The second part shifts focus to the cerebellum's involvement in social communication. Traditionally viewed as a motor center, the cerebellum is now increasingly recognized for its crucial role in social cognition. This function is vital during development, as the cerebellum is thought to scaffold the early organization of cortical social functions, such as joint attention. We will discuss how the developing cerebellum supports early social cognition and examine its evolutionary significance in primates. The practical component will offer guidance on methodologies for studying cerebellar contributions to these social processes.
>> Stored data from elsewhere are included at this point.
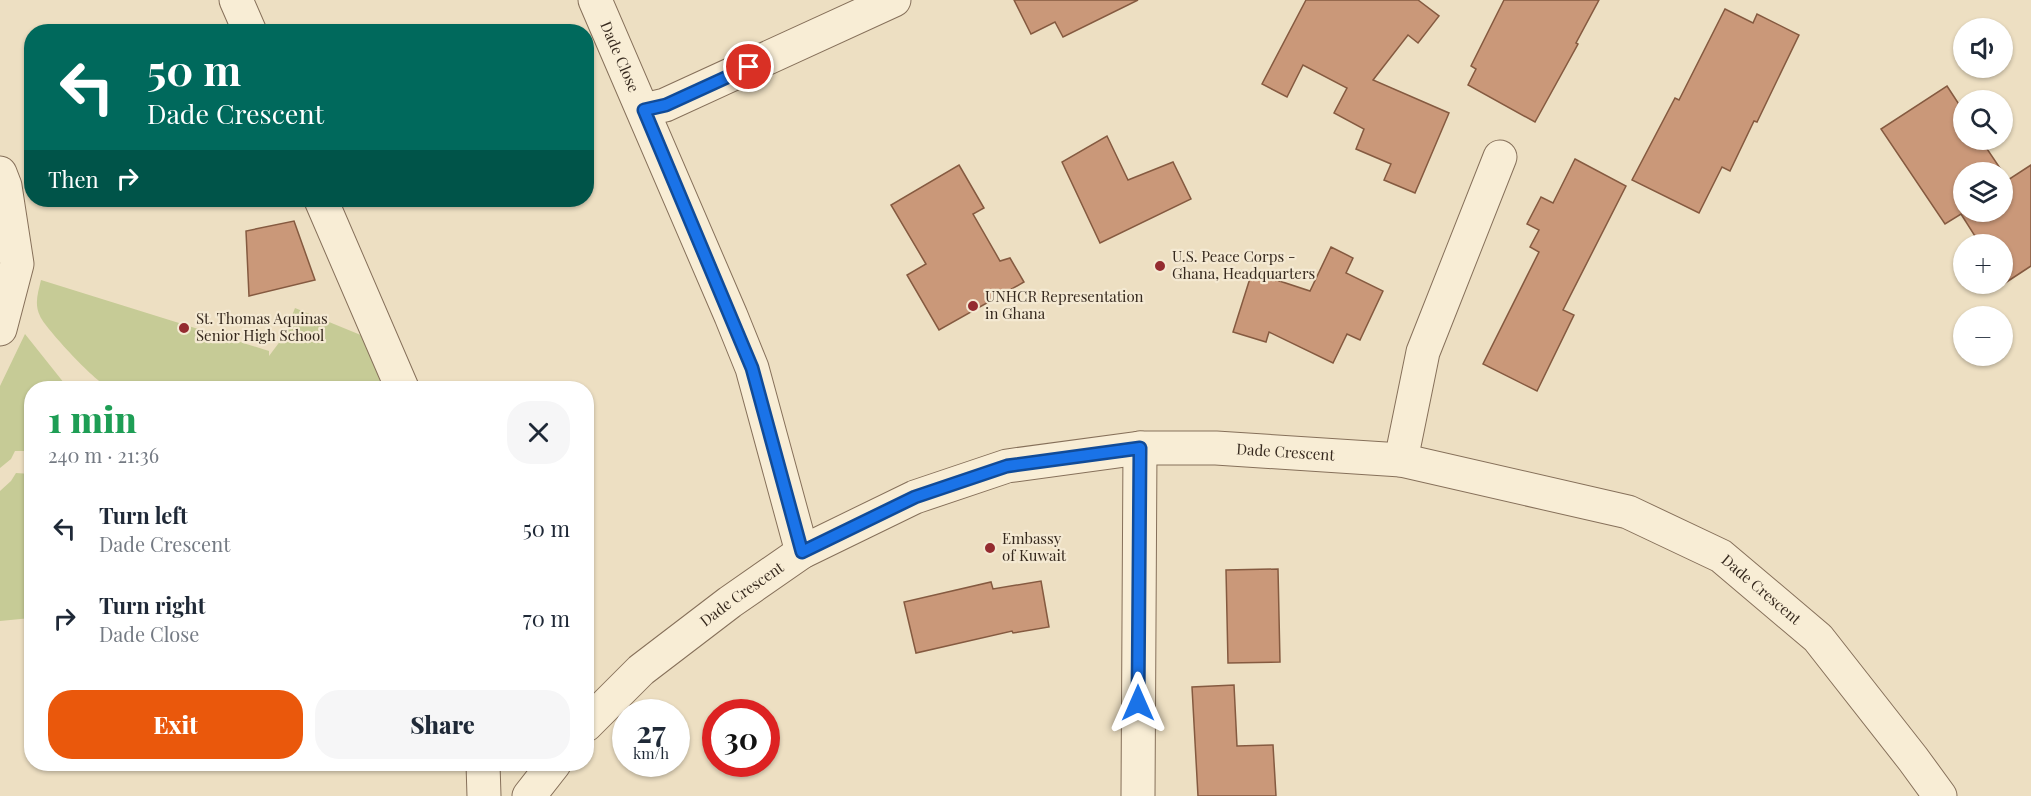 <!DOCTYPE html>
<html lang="en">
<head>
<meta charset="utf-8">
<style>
  body { margin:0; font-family:"Playfair Display",serif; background:#f6f6f7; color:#1f2937; height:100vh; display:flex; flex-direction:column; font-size:22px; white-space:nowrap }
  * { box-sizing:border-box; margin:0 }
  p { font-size:20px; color:#747a83 }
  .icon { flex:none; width:33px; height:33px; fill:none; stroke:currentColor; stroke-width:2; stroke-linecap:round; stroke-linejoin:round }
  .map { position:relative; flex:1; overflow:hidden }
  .side { position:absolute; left:24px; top:381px; width:570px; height:390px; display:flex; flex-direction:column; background:#fff; border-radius:24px; box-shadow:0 2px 4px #0004 }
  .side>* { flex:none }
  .top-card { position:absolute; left:24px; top:24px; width:570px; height:183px; border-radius:24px; box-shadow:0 2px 4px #0004; background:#00695c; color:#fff; overflow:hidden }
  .tools { position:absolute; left:1953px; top:18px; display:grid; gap:12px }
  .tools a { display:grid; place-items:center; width:60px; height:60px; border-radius:50%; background:#fff; box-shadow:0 2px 4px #0004; font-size:30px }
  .speed { position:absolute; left:612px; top:699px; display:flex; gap:12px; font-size:30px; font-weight:700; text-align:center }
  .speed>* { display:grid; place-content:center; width:78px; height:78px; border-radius:50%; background:#fff; box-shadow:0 2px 4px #0004; line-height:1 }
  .speed small { font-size:15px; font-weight:400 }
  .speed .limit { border:9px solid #d22; background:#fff; color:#111 }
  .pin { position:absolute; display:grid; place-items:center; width:51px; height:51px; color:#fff; margin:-26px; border:3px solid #fff; border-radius:50%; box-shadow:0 2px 6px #0007 }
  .me { position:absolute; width:66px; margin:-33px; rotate:0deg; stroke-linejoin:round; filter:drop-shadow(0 0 4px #0008) }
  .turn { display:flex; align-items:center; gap:21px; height:126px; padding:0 24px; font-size:27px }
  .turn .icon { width:78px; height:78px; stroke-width:2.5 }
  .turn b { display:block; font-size:42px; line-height:51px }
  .then { display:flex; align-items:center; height:57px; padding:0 24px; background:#0003; gap:12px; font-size:22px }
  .round { display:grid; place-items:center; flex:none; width:63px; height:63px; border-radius:24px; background:#f6f6f7 }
  .headline { display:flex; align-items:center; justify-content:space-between; height:102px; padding:0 24px }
  h1 { font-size:36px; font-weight:800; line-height:45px; color:#1e9e55 }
  .action { display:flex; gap:12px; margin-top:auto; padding:12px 24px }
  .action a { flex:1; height:69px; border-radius:24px; background:#ea580c; color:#fff; font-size:24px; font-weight:800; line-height:69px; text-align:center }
  .action a+a { background:#f6f6f7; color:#1f2937 }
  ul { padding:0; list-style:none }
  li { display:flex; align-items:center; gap:18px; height:90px; padding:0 24px }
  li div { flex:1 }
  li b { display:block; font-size:22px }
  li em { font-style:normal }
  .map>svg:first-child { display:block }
  .green { fill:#c6cb96 }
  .building { fill:#ca9879; stroke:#855a40; stroke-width:1.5; fill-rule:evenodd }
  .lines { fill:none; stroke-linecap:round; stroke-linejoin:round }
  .minor-casing { stroke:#86705a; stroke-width:35 }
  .minor { stroke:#f8edd5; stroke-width:33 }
  .route-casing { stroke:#114b97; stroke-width:15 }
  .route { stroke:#1a73e8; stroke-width:10 }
  .poi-dot { fill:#942b2f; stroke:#f4e9d2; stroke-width:2 }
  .labels { text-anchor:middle; stroke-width:4.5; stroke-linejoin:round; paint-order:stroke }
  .street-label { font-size:15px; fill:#36291e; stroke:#f4e9d2 }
  .poi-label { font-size:15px; fill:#36291e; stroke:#f4e9d2; text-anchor:start }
</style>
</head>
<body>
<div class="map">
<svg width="2031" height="796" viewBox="0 0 2031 796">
  <rect width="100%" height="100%" fill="#eddfc2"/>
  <g class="green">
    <path d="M41,280L269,351V356L284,336L295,308L368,338L382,388H184L183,383C164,388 129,392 110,388C99,386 44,327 40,316C34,304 38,293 41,280Z"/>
    <polygon points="25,334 68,388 32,388 31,451 15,451 11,459 0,468 0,386"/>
    <polygon points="16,473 31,474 31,618 0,621 0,491 11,481"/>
  </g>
  <g class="building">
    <polygon points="1014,0 1138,0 1063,37 1055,22 1031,34"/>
    <polygon points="1306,0 1418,0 1439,16 1418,43 1408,35 1373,80 1449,113 1415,193 1384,180 1391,164 1356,149 1364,129 1334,113 1347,88 1303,65 1287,97 1262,84"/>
    <polygon points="1504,0 1599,0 1576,43 1578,44 1535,122 1468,85 1476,69 1471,66"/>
    <polygon points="1725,9 1753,23 1757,14 1799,35 1757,122 1754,121 1730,171 1722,167 1699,213 1632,180 1675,98 1679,100"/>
    <path d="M1947,86L1964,112V140H1981L2008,180L2031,165V266L2002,285V244H1980L1961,214L1945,224L1881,129ZM1964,172H2002V212H1964Z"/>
    <polygon points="1107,136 1128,180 1173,162 1191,199 1100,243 1062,162"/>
    <polygon points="1575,159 1626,186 1563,310 1574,315 1537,391 1483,364 1539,252 1530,247 1539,230 1527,224 1541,197 1553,203"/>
    <polygon points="959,165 984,208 973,214 1000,261 1010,258 1024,282 939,330 907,275 926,264 891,205"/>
    <polygon points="294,221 315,280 249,296 246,231"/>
    <polygon points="1331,247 1353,258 1346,273 1383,291 1360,340 1347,334 1333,363 1269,332 1266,342 1233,332 1252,272 1310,291"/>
    <polygon points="1278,569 1280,662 1228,663 1226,570"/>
    <polygon points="1041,581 1049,627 1013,633 1012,631 916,653 904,602 991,582 993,589"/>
    <polygon points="1234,685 1237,746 1273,745 1276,796 1198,796 1192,687"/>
  </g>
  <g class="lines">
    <defs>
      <g id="minor">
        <polyline points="236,0 250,32"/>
        <path id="s1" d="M595,0L731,316L752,368L802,552"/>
        <polyline points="644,110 665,105 894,0"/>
        <polyline points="0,173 5,186 17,264 0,329"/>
        <polyline points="321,200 402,388"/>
        <polyline points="1401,460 1423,352 1500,157"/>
        <path id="s2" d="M586,725L641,670L730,602L802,552L915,497L1007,466L1140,448H1216L1401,460L1628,512L1721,556L1818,638L1913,759L1940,796"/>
        <polyline points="483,764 484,796"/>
        <polyline points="529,796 554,764"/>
        <polyline points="1138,796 1140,448"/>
      </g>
    </defs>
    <use href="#minor" class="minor-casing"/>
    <use href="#minor" class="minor"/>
  </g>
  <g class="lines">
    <defs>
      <polyline id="route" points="749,67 666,105 644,110 752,368 802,552 915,497 1007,466 1140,448 1138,703"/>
    </defs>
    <use href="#route" class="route-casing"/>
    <use href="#route" class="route"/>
  </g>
  <g class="poi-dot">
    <circle cx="1160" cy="266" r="6"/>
    <circle cx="973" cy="306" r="6"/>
    <circle cx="184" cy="328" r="6"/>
    <circle cx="990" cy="548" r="6"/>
  </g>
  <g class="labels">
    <g class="street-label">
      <text dy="5" stroke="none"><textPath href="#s1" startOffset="62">Dade Close</textPath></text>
      <text dy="5" stroke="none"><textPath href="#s2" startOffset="780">Dade Crescent</textPath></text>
      <text dy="5" stroke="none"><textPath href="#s2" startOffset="1284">Dade Crescent</textPath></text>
      <text dy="5" stroke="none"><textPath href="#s2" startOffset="204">Dade Crescent</textPath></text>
    </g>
    <g class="poi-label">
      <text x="1172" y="262">U.S. Peace Corps -<tspan x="1172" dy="17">Ghana, Headquarters</tspan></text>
      <text x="985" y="302">UNHCR Representation<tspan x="985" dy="17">in Ghana</tspan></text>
      <text x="196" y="324">St. Thomas Aquinas<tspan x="196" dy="17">Senior High School</tspan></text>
      <text x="1002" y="544">Embassy<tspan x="1002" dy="17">of Kuwait</tspan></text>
    </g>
  </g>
</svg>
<div class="tools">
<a><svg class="icon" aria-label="sound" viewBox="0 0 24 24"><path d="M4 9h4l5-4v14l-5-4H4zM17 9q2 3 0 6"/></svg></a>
<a><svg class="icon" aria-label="search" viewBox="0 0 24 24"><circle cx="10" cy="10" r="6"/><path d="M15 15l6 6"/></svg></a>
<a><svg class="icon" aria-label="layers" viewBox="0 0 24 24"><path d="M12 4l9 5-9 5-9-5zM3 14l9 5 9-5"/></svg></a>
<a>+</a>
<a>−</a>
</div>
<div class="speed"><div>27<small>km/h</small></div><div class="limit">30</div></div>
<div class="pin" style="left:749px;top:67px;background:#d93025"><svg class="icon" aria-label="arrive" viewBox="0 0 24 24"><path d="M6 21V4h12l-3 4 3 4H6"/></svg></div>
<svg class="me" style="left:1138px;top:703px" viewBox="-20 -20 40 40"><path d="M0-17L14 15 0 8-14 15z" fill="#1a73e8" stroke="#fff" stroke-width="4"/></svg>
<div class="top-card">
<div class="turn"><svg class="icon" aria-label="left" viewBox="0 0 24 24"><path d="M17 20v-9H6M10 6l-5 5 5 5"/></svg><div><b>50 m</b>Dade Crescent</div></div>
<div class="then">Then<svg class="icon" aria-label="right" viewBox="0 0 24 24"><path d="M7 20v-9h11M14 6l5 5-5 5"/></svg></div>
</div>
<section class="side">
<div class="headline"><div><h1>1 min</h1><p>240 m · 21:36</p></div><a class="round"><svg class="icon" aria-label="close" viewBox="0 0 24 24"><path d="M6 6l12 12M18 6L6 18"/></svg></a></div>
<ul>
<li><svg class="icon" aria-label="left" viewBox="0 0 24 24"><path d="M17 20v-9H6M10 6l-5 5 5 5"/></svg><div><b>Turn left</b><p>Dade Crescent</p></div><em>50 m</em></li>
<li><svg class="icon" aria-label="right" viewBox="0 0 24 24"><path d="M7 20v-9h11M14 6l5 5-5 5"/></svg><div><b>Turn right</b><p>Dade Close</p></div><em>70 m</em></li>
</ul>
<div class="action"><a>Exit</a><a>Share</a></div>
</section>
</div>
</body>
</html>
This workshop introduces participants to computational modeling of transcranial magnetic stimulation (TMS) using SimNIBS and pyNIBS. Accurate estimation of TMS-induced electric fields (E-fields) is essential for understanding inter- and intra-individual variability and optimizing stimulation protocols. Participants will learn how to generate high-quality, subject-specific head meshes from structural MRI data, verify tissue segmentation, and correct common meshing errors. Building on these models, the session covers setting up TMS coil configurations, defining stimulation parameters, and running E-field simulations. We will demonstrate how to extract and compare E-field distributions across stimulation conditions—such as different coil orientations or intensities—to evaluate focality and depth of cortical stimulation. An applied section focuses on integrating neuronavigation data (e.g., from Localite TMS Navigator), allowing participants to import recorded coil placement files, align them to head meshes, and reproduce realistic stimulation setups in SimNIBS. The workshop concludes with a discussion of E-field–based dosing strategies, emphasizing individualized calibration of stimulation intensity to achieve consistent cortical exposure across participants. By the end, attendees will understand how to construct, simulate, and analyze personalized TMS models, linking experimental neuronavigation data with computational E-field analysis for more precise and reproducible neurostimulation research.

7-Tesla MRI enables the mapping of structure and function in vivo at an unprecedented spatial resolution. In addition, the quantification of physical processes, like T1 and T2 relaxation, further enhances our understanding of the structure-function relationship in the human brain. In our workshop, we will introduce the basic concepts of quantitative structural and functional MRI. After shortly explaining the theoretical background of MR relaxometry and BOLD imaging, we will conduct an in vivo scanning session at our 7 Tesla TERRA.X system. We will measure T1 and T2 relaxation effects in the brain of a human volunteer and map the function of specific cortical areas. During the hands-on session the attendees may interact with the MR operator and change the MR protocol in order to gain further insight into the huge potential of ultra-high field MRI for investigating the human brain.